Let's just look at the behaviour that this system will encourage and reward:
  1. Reduced communication. There is no benefit, now, in associates helping each other or in discussing the matters that each is working on. In fact, the more secretive they are, the better, since each associate is in direct competition with every other associate
  2. Reduced cross-selling. As mentioned above, there is no benefit for an associate to sell the services of another person if there is a chance that he or she is simply bumping up the hours of a competitor.

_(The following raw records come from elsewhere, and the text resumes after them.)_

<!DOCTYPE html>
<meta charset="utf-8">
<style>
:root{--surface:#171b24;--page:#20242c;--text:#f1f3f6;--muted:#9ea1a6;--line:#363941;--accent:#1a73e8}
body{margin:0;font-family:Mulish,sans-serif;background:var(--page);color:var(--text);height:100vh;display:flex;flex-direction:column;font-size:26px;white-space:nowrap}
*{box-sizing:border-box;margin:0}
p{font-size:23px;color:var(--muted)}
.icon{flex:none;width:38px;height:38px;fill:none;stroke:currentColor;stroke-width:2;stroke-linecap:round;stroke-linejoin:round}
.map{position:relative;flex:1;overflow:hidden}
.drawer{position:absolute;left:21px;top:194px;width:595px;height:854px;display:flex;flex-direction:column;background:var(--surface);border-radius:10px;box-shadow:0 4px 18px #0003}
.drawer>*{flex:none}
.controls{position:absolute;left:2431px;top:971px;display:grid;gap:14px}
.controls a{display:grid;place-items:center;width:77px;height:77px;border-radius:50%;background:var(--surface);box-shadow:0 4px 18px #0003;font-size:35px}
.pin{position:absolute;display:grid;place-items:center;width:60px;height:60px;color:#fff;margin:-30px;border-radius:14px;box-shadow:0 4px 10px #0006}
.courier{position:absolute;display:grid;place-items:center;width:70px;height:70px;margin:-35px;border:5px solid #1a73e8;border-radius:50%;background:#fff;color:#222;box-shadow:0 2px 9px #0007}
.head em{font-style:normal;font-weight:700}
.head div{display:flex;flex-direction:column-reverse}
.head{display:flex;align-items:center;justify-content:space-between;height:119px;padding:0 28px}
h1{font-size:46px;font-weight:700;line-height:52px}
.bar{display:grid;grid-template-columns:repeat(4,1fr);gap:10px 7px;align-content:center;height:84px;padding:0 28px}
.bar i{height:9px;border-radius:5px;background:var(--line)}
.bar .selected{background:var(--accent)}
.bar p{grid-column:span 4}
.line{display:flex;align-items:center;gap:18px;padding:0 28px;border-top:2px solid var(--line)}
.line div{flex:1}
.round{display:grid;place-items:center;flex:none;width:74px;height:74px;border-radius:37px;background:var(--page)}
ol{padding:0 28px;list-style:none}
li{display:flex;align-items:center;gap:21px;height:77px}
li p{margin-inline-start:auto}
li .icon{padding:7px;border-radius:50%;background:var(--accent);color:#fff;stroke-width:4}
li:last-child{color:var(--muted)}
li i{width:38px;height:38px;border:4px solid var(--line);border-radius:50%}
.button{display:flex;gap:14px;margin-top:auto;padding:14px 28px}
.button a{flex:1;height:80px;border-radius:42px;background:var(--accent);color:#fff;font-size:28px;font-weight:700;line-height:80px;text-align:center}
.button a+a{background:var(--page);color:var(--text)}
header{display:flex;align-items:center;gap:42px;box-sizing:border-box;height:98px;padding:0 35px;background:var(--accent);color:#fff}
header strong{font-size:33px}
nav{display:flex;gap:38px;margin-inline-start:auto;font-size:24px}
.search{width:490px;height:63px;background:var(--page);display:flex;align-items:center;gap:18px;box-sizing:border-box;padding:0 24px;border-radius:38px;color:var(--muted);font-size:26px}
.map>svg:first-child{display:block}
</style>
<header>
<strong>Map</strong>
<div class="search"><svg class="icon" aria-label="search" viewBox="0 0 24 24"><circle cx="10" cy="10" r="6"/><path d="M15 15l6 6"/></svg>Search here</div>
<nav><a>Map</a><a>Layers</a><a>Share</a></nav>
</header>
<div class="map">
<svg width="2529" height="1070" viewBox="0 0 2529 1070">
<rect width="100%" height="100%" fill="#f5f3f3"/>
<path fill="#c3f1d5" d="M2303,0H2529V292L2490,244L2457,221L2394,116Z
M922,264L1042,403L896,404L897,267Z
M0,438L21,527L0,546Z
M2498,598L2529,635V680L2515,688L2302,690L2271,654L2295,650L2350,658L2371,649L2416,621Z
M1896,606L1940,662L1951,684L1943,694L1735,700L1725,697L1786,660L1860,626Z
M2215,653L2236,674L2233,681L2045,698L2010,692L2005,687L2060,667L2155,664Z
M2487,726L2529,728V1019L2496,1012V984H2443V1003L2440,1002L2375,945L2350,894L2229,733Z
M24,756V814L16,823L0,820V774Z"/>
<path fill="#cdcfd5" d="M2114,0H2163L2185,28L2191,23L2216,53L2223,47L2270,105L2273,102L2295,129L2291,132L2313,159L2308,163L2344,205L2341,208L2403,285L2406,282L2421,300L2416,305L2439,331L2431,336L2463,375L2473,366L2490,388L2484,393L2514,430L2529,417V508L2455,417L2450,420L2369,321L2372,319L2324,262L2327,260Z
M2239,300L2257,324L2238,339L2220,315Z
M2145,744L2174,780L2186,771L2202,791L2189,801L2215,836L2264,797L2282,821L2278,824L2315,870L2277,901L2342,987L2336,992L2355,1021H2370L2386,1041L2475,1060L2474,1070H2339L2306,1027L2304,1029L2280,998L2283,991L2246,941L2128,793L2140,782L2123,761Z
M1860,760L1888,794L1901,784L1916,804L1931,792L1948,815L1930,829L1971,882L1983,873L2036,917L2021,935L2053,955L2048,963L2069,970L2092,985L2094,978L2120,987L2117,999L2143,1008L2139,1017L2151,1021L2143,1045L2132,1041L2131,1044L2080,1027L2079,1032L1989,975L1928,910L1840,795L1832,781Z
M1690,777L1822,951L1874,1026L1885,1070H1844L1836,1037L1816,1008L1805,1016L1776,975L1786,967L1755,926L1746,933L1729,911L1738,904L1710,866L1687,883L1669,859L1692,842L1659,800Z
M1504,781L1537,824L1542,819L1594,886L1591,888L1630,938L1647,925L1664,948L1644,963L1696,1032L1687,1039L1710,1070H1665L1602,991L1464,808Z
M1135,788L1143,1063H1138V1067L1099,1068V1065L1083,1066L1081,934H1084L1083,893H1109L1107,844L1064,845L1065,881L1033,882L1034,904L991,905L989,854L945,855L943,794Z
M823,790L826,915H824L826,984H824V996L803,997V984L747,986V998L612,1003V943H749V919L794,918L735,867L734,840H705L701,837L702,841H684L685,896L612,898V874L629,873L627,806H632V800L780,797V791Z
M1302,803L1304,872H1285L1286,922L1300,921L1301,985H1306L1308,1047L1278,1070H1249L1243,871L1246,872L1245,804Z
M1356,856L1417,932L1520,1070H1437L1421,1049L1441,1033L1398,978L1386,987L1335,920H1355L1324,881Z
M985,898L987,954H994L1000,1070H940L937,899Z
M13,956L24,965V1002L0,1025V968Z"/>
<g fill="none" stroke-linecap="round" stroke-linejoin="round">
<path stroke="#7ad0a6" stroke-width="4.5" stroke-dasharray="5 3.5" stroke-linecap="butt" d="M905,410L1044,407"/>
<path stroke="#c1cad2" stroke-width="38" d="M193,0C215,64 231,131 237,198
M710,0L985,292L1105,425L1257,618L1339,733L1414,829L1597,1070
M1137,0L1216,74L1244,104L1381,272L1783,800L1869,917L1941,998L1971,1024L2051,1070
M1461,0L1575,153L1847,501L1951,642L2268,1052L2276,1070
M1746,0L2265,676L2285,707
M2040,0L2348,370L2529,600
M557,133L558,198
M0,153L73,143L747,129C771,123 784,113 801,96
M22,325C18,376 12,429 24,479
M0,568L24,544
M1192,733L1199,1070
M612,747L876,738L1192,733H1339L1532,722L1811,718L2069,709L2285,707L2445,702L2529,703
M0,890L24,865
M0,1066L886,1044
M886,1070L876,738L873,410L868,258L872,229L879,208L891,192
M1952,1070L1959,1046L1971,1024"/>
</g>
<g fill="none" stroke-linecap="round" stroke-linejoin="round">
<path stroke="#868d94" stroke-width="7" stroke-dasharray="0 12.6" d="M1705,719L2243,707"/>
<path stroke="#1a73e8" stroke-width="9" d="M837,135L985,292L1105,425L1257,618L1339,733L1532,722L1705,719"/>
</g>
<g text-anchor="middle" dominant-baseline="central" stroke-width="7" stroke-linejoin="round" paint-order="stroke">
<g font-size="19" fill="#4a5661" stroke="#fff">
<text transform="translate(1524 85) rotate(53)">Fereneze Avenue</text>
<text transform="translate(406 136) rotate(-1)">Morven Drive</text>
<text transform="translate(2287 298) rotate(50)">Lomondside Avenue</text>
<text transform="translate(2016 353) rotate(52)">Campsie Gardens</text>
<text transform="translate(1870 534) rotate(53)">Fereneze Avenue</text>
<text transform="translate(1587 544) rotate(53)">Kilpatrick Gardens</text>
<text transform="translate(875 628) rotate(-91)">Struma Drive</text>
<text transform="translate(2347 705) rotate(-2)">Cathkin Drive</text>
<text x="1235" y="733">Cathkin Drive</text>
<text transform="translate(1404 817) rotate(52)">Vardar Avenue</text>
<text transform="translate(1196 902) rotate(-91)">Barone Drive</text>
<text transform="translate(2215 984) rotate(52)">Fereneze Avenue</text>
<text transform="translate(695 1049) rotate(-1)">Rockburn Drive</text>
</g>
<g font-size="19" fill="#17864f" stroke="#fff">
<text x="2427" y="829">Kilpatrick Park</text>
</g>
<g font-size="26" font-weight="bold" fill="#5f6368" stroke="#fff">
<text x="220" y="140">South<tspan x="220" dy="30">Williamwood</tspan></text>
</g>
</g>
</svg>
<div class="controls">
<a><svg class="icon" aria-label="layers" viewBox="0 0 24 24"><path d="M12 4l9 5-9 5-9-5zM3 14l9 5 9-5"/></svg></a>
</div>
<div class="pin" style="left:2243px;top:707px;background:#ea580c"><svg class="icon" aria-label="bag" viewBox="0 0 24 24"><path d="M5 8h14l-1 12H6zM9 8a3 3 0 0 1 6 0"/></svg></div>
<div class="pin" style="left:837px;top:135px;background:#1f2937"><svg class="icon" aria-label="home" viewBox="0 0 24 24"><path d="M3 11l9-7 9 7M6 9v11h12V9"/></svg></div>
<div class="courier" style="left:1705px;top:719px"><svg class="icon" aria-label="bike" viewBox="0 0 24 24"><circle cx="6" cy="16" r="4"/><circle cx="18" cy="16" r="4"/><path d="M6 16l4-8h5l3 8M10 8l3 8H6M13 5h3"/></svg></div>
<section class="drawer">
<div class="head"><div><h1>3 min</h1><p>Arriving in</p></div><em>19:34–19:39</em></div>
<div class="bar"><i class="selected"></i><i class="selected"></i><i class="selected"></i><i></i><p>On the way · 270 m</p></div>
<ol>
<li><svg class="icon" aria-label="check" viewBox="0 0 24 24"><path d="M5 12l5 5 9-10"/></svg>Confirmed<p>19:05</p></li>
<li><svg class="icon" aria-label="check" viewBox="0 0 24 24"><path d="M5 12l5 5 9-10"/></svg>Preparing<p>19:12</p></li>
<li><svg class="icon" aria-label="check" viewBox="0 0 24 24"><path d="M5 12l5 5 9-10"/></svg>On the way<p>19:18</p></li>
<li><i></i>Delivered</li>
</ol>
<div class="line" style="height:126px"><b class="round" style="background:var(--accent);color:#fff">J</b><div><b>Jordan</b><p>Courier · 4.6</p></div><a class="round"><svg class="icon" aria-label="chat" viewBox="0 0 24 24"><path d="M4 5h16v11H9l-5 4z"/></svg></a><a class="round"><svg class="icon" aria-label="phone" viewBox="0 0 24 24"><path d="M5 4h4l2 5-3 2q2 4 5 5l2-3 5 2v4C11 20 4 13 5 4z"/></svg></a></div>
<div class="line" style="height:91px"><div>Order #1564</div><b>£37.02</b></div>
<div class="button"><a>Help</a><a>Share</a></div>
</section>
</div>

  3. Slower work. More hours = more turnover, unless the client is on a fixed fee. Not only that, but there is actually a disincentive for associates to do a handover of going away on holiday. If the associate working on a matter is going away for a long weekend, it is in their benefit to lock the files away so that no one else can work on them.
  4. More focus on turnover. As any regular readers will know, I detest the obsession with turnover that is displayed by most law firms. This system simple enforces a belief that more hours and more turnover is a good thing. No wonder the "long hours culture" remains.
  5. No focus on profit. Associates are being rewarded for earning more for the firm. It doesn't matter if the work produced a net profit of 1% (or even a loss), the associate will still be rewarded for doing more work. This could be fatal for the firm.
So what should they do? 

Well, removing the annual fee target is a good start. Why not have a "Contribution Target" instead - based on the profitability that they have added to the firm? Why not have a "Client Satisfaction" target and a "Partner Satisfaction" target for the associates they have worked with (and while on that subject, why not have a "Partner Satisfaction" target where the associates have some input).

Focus on cashflow and profit (in that order) and then, and only then, turnover.